As somebody who enjoys art, I took this to heart. I enjoy illustrating and designing, and one of the things I have always struggled with was “letting it go”. I never really fancied the thought of designing for others, simply because it always involved different visions and expectations. I enjoyed doing art for myself.
I have spent the past few years attempting to change or modify this mindset, and it seems that Marcus Cook is one of the artists I’ve met that has spoken into my thoughts, and reminded me that the beauty of art is being able to share it with those around me. His words helped me remember that I have to learn to let go of certain things in order to watch your passion and knowledge grow, just like how he took back with him so many observations and discoveries that allowed him to better himself as an artist and individual.
In the same way, I hope to be able to learn from that and learn to sacrifice these things as well.
We sat in silence, with nothing but muddled thoughts and the four walls that have kept us entertained – or rather, drained – in the past three hours. We had been sitting in that room for far too long, tired and uninspired. It felt like we were going nowhere; that all our ideas had been concocted in vain and for reasons unknown.
Today, I look back and realise just how far we’ve come.
I walked into this studio thinking that we would simply be making YouTube videos (or stuff like that) but ah, how I was greatly mistaken. In fact, as expressed in this blog post, I look back and know that this studio had begun to make me think about online video more broadly than just what can be found on YouTube. It was something I thought about even as I worked on a completely different course.
I did not do much blogging at the beginning of the semester – that, I would have to admit. However, as I scrolled through my blog, I noticed how much more active I had become over the past few weeks. I treat that realisation as a learning curve in itself, that the more I get myself into something, the more excited I get about it, and the more motivated I am to share my experiences with those around me. I found this most apparent in my posts about our prototype progress. Being aware of this progressive change helped me to strive towards being a media practitioner with initiative, motivation and enthusiasm.
It was through blogging that I was able to construct my thoughts a little better. I could see things from different perspectives, and even thought of different ways that I might help my readers better understand what I wanted to say. Like in my first assessment, I came up with a mind map as I was thinking of points for my case study. The more we progressed into the weeks, the more I realised how writing things down or drawing on paper not only gave me a foundation which I could work from, but at a glance also simplifies things for other readers.
I remember presenting my findings from Project One to the studio, and watched as my fellow classmates did the same with the types of online video practices that they found appealing to them.

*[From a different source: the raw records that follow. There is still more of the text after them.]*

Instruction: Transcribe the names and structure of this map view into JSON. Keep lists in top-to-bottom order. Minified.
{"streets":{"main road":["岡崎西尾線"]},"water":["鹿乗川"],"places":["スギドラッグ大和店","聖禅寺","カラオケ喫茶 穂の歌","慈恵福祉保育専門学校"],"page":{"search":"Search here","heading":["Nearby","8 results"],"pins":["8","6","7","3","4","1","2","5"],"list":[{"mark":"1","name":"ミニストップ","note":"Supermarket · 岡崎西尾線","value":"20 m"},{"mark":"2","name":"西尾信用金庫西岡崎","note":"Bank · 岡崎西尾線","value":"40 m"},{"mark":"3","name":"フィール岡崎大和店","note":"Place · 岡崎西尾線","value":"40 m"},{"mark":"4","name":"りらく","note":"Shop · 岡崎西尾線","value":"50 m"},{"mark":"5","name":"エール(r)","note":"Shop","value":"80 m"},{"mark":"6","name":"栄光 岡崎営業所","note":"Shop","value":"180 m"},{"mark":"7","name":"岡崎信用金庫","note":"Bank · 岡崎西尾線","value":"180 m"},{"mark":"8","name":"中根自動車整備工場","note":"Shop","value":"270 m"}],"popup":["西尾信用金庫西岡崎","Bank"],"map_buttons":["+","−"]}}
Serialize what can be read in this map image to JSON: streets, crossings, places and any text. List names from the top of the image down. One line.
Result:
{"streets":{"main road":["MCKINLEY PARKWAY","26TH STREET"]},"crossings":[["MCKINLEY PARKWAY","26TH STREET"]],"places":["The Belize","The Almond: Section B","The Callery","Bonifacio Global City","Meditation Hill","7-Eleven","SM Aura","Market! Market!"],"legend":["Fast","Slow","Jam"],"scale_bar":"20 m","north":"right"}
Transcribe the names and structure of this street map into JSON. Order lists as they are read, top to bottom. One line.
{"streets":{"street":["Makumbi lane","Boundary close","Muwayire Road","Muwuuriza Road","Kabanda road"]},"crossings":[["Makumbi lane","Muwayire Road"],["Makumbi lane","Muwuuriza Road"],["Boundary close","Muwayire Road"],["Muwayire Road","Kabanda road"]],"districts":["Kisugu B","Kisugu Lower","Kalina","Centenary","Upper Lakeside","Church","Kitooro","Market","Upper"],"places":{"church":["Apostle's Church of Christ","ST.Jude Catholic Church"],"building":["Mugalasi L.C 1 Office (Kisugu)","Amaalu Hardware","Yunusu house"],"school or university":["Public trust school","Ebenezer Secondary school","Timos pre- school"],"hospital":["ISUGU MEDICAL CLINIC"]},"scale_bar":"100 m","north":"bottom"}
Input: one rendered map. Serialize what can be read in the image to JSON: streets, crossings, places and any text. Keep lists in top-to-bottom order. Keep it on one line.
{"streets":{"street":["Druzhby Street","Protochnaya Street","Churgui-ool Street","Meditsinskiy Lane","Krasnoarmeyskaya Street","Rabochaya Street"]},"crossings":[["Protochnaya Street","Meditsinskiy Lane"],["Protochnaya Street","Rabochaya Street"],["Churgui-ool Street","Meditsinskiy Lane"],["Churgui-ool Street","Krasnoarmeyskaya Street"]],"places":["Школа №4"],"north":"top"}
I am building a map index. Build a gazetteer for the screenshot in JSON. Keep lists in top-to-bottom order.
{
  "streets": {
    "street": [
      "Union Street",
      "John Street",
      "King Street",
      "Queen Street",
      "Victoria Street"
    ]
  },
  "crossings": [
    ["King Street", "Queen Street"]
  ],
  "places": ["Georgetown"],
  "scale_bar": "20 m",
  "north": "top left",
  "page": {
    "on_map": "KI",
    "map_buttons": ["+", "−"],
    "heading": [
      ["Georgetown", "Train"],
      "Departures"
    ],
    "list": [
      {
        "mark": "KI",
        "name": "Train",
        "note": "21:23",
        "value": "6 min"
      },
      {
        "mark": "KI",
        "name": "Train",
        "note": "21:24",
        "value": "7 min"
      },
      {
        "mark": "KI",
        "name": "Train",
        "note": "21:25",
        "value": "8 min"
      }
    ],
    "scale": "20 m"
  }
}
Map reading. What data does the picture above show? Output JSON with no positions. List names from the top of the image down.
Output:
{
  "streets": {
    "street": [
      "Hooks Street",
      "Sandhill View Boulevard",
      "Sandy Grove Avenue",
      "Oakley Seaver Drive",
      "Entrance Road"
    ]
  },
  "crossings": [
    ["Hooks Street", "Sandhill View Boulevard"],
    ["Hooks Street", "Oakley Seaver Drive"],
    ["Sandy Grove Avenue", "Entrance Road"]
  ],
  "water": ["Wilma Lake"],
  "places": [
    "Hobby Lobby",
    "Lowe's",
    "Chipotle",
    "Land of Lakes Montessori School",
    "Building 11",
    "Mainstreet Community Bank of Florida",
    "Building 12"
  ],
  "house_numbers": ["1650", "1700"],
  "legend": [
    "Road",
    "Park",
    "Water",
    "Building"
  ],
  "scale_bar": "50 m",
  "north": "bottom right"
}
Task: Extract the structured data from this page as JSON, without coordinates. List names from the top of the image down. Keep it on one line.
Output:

It was from them, that I began to see the potential of online video, and how much I had been missing out on. I knew of the existence of documentaries, computer game excerpts, comedy shorts, and interactive videos – the Web 2.0 was teeming with them. I enjoyed them, yes, but never did I take the time to break them all down, or to look at them from different perspectives. To be in an environment where there are different types of students, and seeing how each of them resonate with ideas on online video, is something I am grateful for.
There was a day in the studio, when Seth talked about how we should create as many sketches as we can, and how each one of them is meant to be something that is quick and disposable. Upon hearing that, I realised just how focused Jia Jia and I were on perfecting it, that we had thought of ideas too far-fetched, and that we had to pull ourselves back on track. It was only then that we started to come up with ideas for more instantly, and we became less afraid of creating something that was wrong, because it is in the mistakes and criticism that we learn.
These aided our presentations as well, in the sense that we were beginning to construct them better, from start to finish, getting points across in a quick yet effective manner. In our presentation for Project Three, before proposing it to the panel, we shared our ideas first with our classmates. It was then that Seth suggested we talk about how we progressed from tech-reviews to these café travel reviews. I appreciate comments like that, because it is a reminder to pay more attention to detail; to structure proposals in ways that are easily understood not just by the people who have journeyed with us, but by those who have yet to know about it.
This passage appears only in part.